The dollar strengthened against 15 of 16 major peers, rising at least 1 percent versus the currencies of Canada, Australia and New Zealand. U.S. 30-year bonds also tumbled, sending yields up eight basis points to a two-month high of 3.21 percent.
The Stoxx Europe 600 Index climbed 0.2 percent to the highest level in almost five years, with commodity producers, health-care companies and retailers leading gains. Antofagasta Plc led a rally in commodity producers as base metals rose. Metro AG jumped 10 percent after Morgan Stanley recommended that investors buy the German retailer for the first time in a decade. Pandora A/S lost 11 percent after Prometheus cut its holding in the Danish maker of jewellery.
The MSCI Emerging Markets Index retreated 0.2 percent as declines in markets in Asia, Argentina and Mexico overshadowed a 1.7 percent jump in Hungary’s benchmark index and 1.4 percent rally in Russia. The Hang Seng China Enterprises Index of mainland companies listed in Hong Kong fell 0.3 percent, led by an 8.3 percent drop in Huaneng Power International Inc. after Citigroup Inc. cut its recommendation on concern tariffs may fall. Volume on the Hang Seng Index was 7.3 percent below the 30-day average after a storm shut the market in the morning.
Sony Corp.’s board is discussing a proposal by Daniel Loeb’s Third Point LLC to spin off part of its entertainment business, Chief Executive Officer Kazuo Hirai said today. The shares rose 5.9 percent to the highest level in more than two years in Tokyo after the Nikkei newspaper earlier reported the board may discuss the spin-off.
The yen declined versus 11 of its 16 major peers after a government report showed the trade deficit swelled more in April more than economists forecast and exports were lower than estimated. It slid 0.7 percent to 103.25 per dollar, near the weakest level since 2008.

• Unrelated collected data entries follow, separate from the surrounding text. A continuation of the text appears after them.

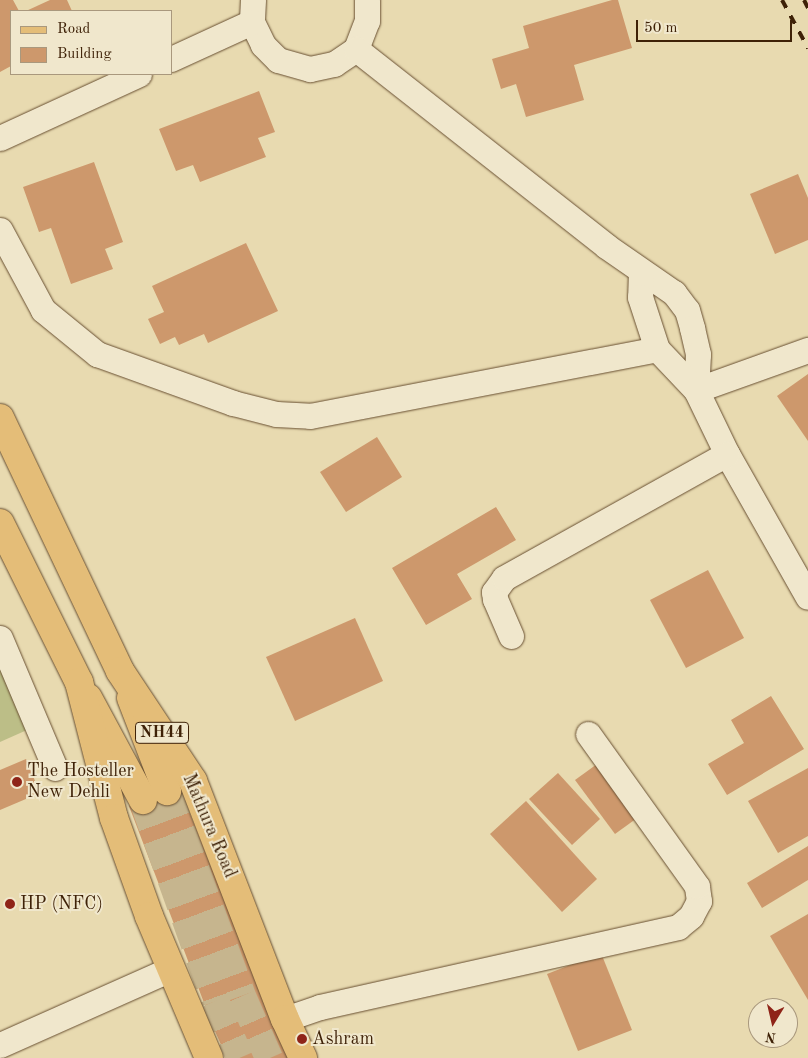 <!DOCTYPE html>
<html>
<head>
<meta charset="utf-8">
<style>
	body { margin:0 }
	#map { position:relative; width:808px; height:1058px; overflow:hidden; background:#e8dab0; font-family:"Old Standard TT",serif }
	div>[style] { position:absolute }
	.green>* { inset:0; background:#bcbe87 }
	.building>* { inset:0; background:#cd986c }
	.primary-tunnel>* { height:28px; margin-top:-14px; transform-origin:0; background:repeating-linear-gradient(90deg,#c6b58e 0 28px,transparent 0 42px) }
	.roads { filter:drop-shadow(0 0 1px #684f31) drop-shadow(0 0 1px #684f31) }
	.street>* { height:25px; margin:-12.5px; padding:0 12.5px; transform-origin:12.5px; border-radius:12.5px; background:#f0e7cc }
	.primary>* { height:28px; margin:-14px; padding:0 14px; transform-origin:14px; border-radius:14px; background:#e4bd78 }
	.highway>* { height:28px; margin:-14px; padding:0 14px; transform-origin:14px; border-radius:14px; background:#e4bd78 }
	.rail>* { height:4px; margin-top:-2px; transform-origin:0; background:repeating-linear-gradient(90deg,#3e2107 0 9px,transparent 0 18px) }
	.dots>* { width:14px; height:14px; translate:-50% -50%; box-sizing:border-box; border:2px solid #f0e7cc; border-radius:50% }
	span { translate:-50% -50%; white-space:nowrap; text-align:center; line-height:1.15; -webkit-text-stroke:4px #f0e7cc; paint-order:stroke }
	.shield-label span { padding:1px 4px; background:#f0e7cc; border:1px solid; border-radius:4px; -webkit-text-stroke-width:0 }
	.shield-label { font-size:16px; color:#3e2107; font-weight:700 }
	.poi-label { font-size:18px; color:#3e2107 }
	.left { translate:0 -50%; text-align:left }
	.street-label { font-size:18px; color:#3e2107 }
	.legend { position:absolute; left:10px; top:10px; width:162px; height:65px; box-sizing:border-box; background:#f0e7cc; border:1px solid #a9987d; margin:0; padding:6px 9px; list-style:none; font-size:15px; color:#3e2107 }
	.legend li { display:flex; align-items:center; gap:10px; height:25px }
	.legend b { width:25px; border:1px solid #a9987d }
	.north { position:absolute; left:748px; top:998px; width:50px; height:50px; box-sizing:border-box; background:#f0e7cc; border:1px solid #a9987d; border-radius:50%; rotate:189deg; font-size:14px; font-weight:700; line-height:20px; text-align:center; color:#3e2107 }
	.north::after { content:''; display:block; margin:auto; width:18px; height:22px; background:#8f2418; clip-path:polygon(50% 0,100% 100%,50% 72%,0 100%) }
	.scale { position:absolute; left:636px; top:20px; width:156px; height:22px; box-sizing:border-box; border:2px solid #3e2107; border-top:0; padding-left:6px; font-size:15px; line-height:18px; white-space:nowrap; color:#3e2107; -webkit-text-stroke:4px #f0e7cc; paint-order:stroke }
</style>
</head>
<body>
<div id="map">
	<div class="green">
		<i style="clip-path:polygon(0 638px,36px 726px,0 742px)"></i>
	</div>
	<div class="building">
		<i style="clip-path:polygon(0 0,13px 0,19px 11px,11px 11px,11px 66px,0 72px)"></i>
		<i style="clip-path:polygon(50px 0,67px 0,72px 11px,26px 11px)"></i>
		<i style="clip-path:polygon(612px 0,618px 0,632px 48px,574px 65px,584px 100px,526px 117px,516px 84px,501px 89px,492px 59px,529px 48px,523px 26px)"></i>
		<i style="clip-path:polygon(259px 91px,275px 132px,258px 138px,266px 157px,200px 182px,193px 165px,176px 171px,159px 129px)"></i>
		<i style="clip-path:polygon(94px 162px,123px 242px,105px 249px,113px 269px,71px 284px,51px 228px,39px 232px,23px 187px)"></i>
		<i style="clip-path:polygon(798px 174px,808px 198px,808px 240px,775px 254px,750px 194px)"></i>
		<i style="clip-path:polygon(246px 243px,278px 311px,208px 343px,204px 334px,179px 345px,175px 337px,160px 344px,148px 319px,164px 312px,152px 286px)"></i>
		<i style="clip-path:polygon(808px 374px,808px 441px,777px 396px)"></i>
		<i style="clip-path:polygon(377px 437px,402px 477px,346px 512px,320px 472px)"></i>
		<i style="clip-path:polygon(496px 507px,516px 540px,457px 574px,472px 599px,426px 625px,392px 568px)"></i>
		<i style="clip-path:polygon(708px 570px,744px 638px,686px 668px,650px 600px)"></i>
		<i style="clip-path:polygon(355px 618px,383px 681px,295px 721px,266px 657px)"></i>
		<i style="clip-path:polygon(771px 696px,804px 749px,727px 795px,708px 764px,744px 743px,731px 720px)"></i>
		<i style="clip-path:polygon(26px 759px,40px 793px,0 810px,0 770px)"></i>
		<i style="clip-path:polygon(604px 759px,644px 813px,615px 834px,575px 780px)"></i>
		<i style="clip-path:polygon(808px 768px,808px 836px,778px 853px,748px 801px)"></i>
		<i style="clip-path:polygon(558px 773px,600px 819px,572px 845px,529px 799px)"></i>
		<i style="clip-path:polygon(179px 786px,269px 1013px,288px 1058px,227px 1058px,214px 1029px,129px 806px)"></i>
		<i style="clip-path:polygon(526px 801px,597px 879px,562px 912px,490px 834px)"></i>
		<i style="clip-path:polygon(808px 846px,808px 880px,762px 908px,747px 883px)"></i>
		<i style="clip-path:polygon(808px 914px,808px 1000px,770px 936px)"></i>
		<i style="clip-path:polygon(601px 953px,632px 1030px,578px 1051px,547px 974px)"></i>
	</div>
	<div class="primary-tunnel">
		<i style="left:167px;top:791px;width:218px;rotate:69.9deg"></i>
		<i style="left:242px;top:996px;width:68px;rotate:66.5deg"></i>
		<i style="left:143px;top:800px;width:214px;rotate:70.3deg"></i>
		<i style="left:215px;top:1001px;width:62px;rotate:66.3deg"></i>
	</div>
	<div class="roads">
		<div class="street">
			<i style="left:253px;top:0;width:22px;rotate:93deg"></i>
			<i style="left:252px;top:22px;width:25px;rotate:64deg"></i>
			<i style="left:263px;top:45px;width:21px;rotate:45deg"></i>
			<i style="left:278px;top:60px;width:33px;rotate:16deg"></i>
			<i style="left:310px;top:69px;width:25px;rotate:-12deg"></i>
			<i style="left:334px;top:64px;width:27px;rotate:-34deg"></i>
			<i style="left:356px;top:49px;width:30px;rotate:-69deg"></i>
			<i style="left:367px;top:21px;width:21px;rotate:-90deg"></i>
			<i style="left:356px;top:49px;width:318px;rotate:38.2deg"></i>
			<i style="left:606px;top:246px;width:83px;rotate:34.7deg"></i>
			<i style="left:674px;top:293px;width:21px;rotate:53deg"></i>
			<i style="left:687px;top:310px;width:19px;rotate:74deg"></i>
			<i style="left:692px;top:328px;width:27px;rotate:77deg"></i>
			<i style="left:698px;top:354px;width:36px;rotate:93deg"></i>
			<i style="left:171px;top:59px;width:89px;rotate:-24.6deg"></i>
			<i style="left:0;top:138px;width:153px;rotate:-24.7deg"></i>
			<i style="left:0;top:230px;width:91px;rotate:61.7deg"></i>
			<i style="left:43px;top:310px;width:70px;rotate:39.2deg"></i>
			<i style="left:97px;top:354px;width:145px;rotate:19.8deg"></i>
			<i style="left:233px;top:403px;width:44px;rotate:14.3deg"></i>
			<i style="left:276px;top:414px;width:34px;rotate:3deg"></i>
			<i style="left:310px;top:416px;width:353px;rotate:-10.9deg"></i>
			<i style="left:641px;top:272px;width:25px;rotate:92deg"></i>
			<i style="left:640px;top:297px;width:55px;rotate:71.9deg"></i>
			<i style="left:657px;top:349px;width:57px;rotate:46.4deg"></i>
			<i style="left:696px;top:390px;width:71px;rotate:64.2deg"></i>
			<i style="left:727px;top:454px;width:164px;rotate:60.5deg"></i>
			<i style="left:696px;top:390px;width:119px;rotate:-19.7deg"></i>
			<i style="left:511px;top:636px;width:40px;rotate:-113.4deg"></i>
			<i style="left:495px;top:599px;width:7px;rotate:-98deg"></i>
			<i style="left:494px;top:592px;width:17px;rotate:-54deg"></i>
			<i style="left:504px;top:578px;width:255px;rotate:-29.1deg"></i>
			<i style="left:0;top:638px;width:141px;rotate:67.1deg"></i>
			<i style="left:285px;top:1019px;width:37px;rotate:-19deg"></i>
			<i style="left:320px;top:1007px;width:367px;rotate:-12.6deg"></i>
			<i style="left:678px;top:927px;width:17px;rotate:-40deg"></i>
			<i style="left:691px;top:916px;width:17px;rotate:-62deg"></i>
			<i style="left:699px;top:901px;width:15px;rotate:-98deg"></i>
			<i style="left:697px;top:886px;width:187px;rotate:-125.6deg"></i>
			<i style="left:0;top:1045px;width:187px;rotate:-24deg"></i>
		</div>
		<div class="primary">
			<i style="left:88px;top:698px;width:116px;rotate:61.7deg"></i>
			<i style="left:131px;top:698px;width:100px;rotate:68.8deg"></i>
		</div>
		<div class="highway">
			<i style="left:0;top:418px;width:280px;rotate:64.6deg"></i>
			<i style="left:120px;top:671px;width:132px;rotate:56.4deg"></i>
			<i style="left:193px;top:781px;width:255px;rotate:68.9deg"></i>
			<i style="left:285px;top:1019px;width:43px;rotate:65.2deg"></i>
			<i style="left:0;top:523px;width:178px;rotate:63.6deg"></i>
			<i style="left:79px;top:682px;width:140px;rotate:75.6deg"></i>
			<i style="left:114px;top:818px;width:104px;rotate:70.3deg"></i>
			<i style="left:149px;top:916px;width:154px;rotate:67.1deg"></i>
		</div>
	</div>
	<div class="rail">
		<i style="left:782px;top:0;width:55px;rotate:61.6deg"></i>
		<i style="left:804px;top:0;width:9px;rotate:63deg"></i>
	</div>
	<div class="dots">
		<i style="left:17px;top:782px;background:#8f2418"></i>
		<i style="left:10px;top:904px;background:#8f2418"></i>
		<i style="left:302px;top:1039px;background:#8f2418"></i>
	</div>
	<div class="shield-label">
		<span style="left:162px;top:733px">NH44</span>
	</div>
	<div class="poi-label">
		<span class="left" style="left:27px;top:782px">The Hosteller<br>New Dehli</span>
		<span class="left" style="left:20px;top:904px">HP (NFC)</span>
		<span class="left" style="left:312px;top:1039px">Ashram</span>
	</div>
	<div class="street-label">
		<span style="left:209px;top:826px;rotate:67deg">Mathura Road</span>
	</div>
	<ul class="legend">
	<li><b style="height:6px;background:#e4bd78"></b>Road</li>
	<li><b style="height:14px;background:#cd986c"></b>Building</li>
	</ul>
	<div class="north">N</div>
	<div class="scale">50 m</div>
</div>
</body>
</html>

The franc weakened beyond 1.26 per euro for the first time in two years after Swiss National Bank President Thomas Jordan said a shift of the cap on the currency and negative interest rates are among steps the central bank could take.

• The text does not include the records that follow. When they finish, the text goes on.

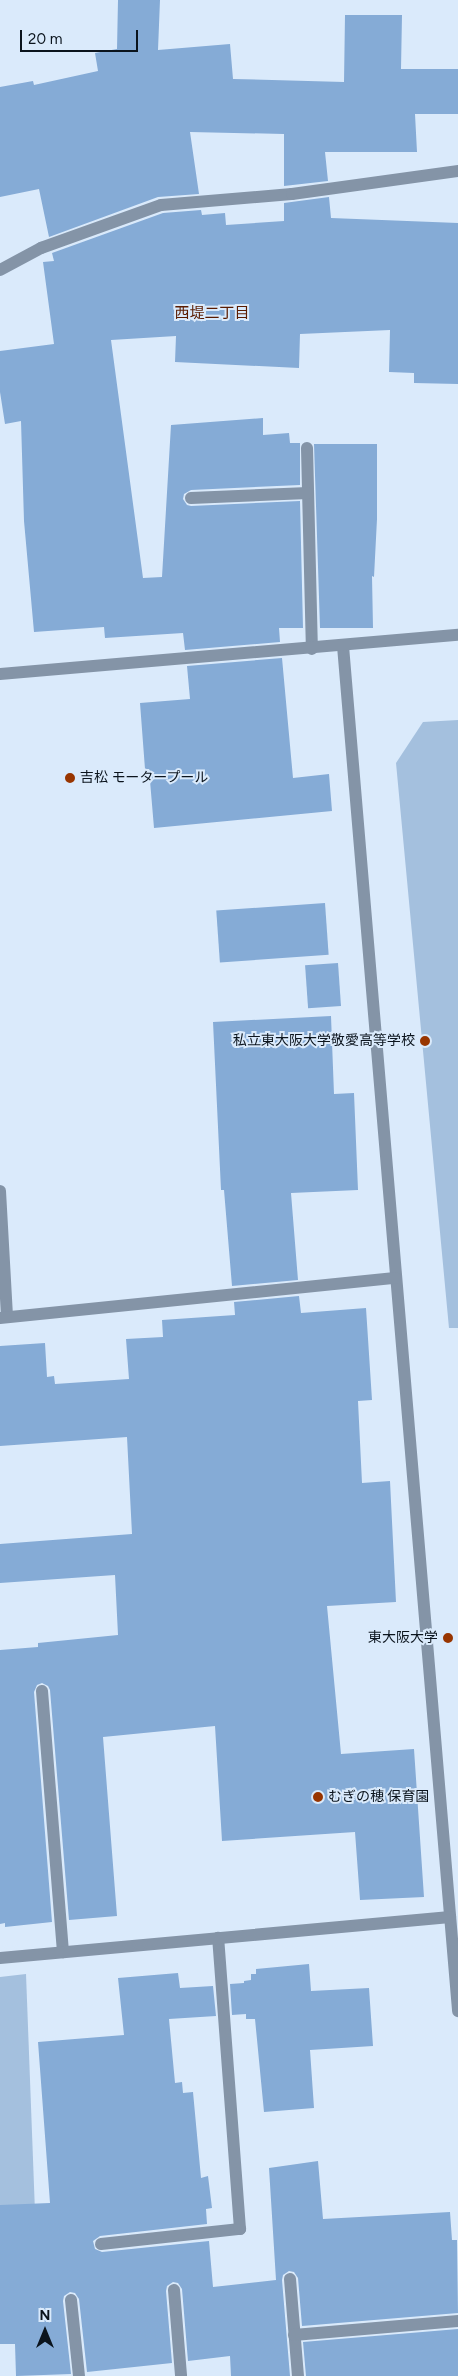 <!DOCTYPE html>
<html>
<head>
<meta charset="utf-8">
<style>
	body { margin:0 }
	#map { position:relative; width:458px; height:2376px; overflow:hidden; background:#daeafb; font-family:Figtree,"Noto Sans JP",sans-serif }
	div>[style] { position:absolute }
	.green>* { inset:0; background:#a4c0de }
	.building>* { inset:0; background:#85abd6; transform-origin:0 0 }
	.lane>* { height:12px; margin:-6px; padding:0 6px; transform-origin:6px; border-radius:6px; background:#8494a7 }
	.street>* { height:12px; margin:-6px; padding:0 6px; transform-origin:6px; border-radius:6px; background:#8494a7 }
	.dots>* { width:14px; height:14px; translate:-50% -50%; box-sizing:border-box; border:2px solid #daeafb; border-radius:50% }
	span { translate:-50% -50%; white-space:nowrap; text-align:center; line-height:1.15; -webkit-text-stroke:4px #daeafb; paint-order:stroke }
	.poi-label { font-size:14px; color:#0b141d }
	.left { translate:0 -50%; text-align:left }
	.right { translate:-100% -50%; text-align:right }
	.neighbourhood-label { font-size:15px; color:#5a1b00 }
	.north { position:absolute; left:20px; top:2306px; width:50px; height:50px; -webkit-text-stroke:4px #daeafb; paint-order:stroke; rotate:0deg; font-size:14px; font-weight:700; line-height:20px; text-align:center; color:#0b141d }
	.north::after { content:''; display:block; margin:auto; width:18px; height:22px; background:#0b141d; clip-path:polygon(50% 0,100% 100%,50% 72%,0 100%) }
	.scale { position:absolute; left:20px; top:30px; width:118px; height:22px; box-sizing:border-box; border:2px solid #0b141d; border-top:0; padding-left:6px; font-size:15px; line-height:18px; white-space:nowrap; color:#0b141d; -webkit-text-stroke:4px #daeafb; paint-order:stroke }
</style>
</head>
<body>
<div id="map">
	<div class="green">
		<i style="clip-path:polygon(458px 720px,458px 1328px,449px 1328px,396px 763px,423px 722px)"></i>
		<i style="clip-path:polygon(26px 1974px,37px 2265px,0 2268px,0 1977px)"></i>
	</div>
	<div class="building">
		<i style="clip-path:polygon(118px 0,160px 0,158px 50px,230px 44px,233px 79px,344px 82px,345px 15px,402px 15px,401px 69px,458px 69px,458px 114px,415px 114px,417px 152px,325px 152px,328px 181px,284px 186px,284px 134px,190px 132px,199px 194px,158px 197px,49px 237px,39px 189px,0 197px,0 87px,33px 81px,34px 85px,98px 71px,95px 53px,117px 49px)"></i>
		<i style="clip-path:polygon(329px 197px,331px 218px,458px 223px,458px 384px,414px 383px,414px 373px,389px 372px,390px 330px,300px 334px,299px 368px,175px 362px,176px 336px,111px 340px,143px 578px,162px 577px,171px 425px,263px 418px,263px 435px,289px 433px,290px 443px,300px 443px,300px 485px,191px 490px,184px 494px,183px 499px,187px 505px,191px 506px,300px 501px,303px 628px,279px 628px,280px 642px,185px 650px,183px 633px,105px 638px,104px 627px,34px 632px,24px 521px,21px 421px,5px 424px,0 392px,0 351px,54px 344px,43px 262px,54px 261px,52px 253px,163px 213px,201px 210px,202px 215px,225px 213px,226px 225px,284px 221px,284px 203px)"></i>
		<i style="clip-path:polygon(314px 444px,377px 444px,377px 519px,374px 577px,372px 576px,373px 628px,320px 628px)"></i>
		<i style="clip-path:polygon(282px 658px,293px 778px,329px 774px,332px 811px,154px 828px,149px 769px,145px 769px,140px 703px,190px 699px,187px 666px)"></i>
		<i style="left:325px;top:903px;width:52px;height:109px;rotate:86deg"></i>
		<i style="left:338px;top:963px;width:43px;height:33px;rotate:86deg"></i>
		<i style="clip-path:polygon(331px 1016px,334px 1094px,354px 1093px,358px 1190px,291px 1193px,298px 1280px,232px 1286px,224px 1190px,221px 1190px,213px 1022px)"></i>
		<i style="clip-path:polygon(299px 1296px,301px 1313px,366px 1308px,372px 1400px,358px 1401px,362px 1483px,390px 1481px,396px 1602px,327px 1606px,341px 1754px,414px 1749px,424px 1897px,360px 1900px,355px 1832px,222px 1841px,215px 1726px,103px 1737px,117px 1916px,69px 1920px,50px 1690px,48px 1686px,42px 1683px,37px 1685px,34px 1692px,52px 1922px,5px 1927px,5px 1923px,0 1924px,0 1650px,38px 1647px,38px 1643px,118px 1635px,115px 1575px,0 1583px,0 1544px,132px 1534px,127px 1437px,0 1446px,0 1346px,45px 1343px,47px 1377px,54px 1376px,55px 1384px,129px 1379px,126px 1339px,163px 1337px,162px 1320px,235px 1315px,234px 1302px)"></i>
		<i style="clip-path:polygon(309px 1964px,311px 1991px,369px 1988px,373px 2046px,310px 2050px,314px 2108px,264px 2112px,255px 2019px,246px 2019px,246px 2014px,232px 2015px,230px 1984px,244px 1983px,244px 1981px,251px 1980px,251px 1974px,256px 1974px,256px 1969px)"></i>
		<i style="clip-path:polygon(178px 1973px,180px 1988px,213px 1986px,216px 2016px,169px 2019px,175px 2083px,182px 2082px,183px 2093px,193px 2092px,201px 2178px,208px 2176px,212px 2208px,206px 2209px,207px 2224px,100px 2236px,93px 2241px,95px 2249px,102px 2252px,209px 2241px,213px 2287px,276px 2280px,269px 2168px,318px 2161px,323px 2219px,450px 2212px,452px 2240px,457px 2240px,458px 2313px,302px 2326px,298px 2278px,294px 2272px,289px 2271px,283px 2275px,282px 2280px,290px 2376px,231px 2376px,230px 2356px,188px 2361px,182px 2289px,178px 2283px,173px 2282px,167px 2286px,166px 2291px,172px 2363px,87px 2372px,79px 2299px,75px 2293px,70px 2292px,64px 2296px,63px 2301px,71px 2374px,16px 2376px,15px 2344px,0 2344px,0 2205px,50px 2203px,38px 2042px,124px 2035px,118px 1978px)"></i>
		<i style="clip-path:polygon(458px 2329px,458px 2376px,306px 2376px,303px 2342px)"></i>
	</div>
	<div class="lane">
		<i style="left:307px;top:448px;width:201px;rotate:88.6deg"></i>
		<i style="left:191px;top:498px;width:117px;rotate:-2.4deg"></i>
		<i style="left:42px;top:1691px;width:262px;rotate:85.4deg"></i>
		<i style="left:101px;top:2244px;width:140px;rotate:-6.2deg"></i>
		<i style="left:240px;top:2229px;width:292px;rotate:-94.3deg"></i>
		<i style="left:290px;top:2279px;width:97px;rotate:85.3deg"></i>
		<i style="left:174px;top:2290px;width:86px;rotate:85.3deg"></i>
		<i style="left:71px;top:2300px;width:76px;rotate:84deg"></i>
		<i style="left:294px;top:2335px;width:165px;rotate:-4.9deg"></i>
	</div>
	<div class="street">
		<i style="left:0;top:270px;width:47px;rotate:-28.2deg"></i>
		<i style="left:41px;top:248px;width:127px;rotate:-19.7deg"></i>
		<i style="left:161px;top:205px;width:131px;rotate:-4.8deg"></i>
		<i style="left:292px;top:194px;width:168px;rotate:-7.9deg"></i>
		<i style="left:343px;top:646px;width:1370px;rotate:85.18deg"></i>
		<i style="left:0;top:674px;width:460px;rotate:-4.9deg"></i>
		<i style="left:0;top:1191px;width:126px;rotate:86.8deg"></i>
		<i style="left:0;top:1318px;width:397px;rotate:-5.8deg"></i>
		<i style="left:0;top:1958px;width:452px;rotate:-5.2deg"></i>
	</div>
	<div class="dots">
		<i style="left:70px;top:778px;background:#983500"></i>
		<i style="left:425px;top:1041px;background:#983500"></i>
		<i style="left:448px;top:1638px;background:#983500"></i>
		<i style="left:318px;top:1797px;background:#983500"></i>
	</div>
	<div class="poi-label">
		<span class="left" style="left:80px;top:778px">吉松 モータープール</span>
		<span class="right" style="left:415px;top:1041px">私立東大阪大学敬愛高等学校</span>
		<span class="right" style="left:438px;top:1638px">東大阪大学</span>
		<span class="left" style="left:328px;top:1797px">むぎの穂 保育園</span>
	</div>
	<div class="neighbourhood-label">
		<span style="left:212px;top:314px">西堤二丁目</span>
	</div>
	<div class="north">N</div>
	<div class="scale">20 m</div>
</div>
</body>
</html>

Gasoline for June delivery declined for a third day, losing 0.9 percent to $2.8194 a gallon, after a U.S. report showed supplies unexpectedly gained. Prices at the pump have jumped 13.8 cents this month, according to AAA, the largest U.S. motoring organization, as the summer driving season approaches.
West Texas Intermediate oil slipped 2 percent to $94.28 a barrel after a government report showed U.S. inventories fell less than expected last week. The Energy Information Administration said that supplies dropped 338,000 barrels to 394.6 million. The report was projected to show a 1 million-barrel drop, according to a Bloomberg survey of 11 analysts.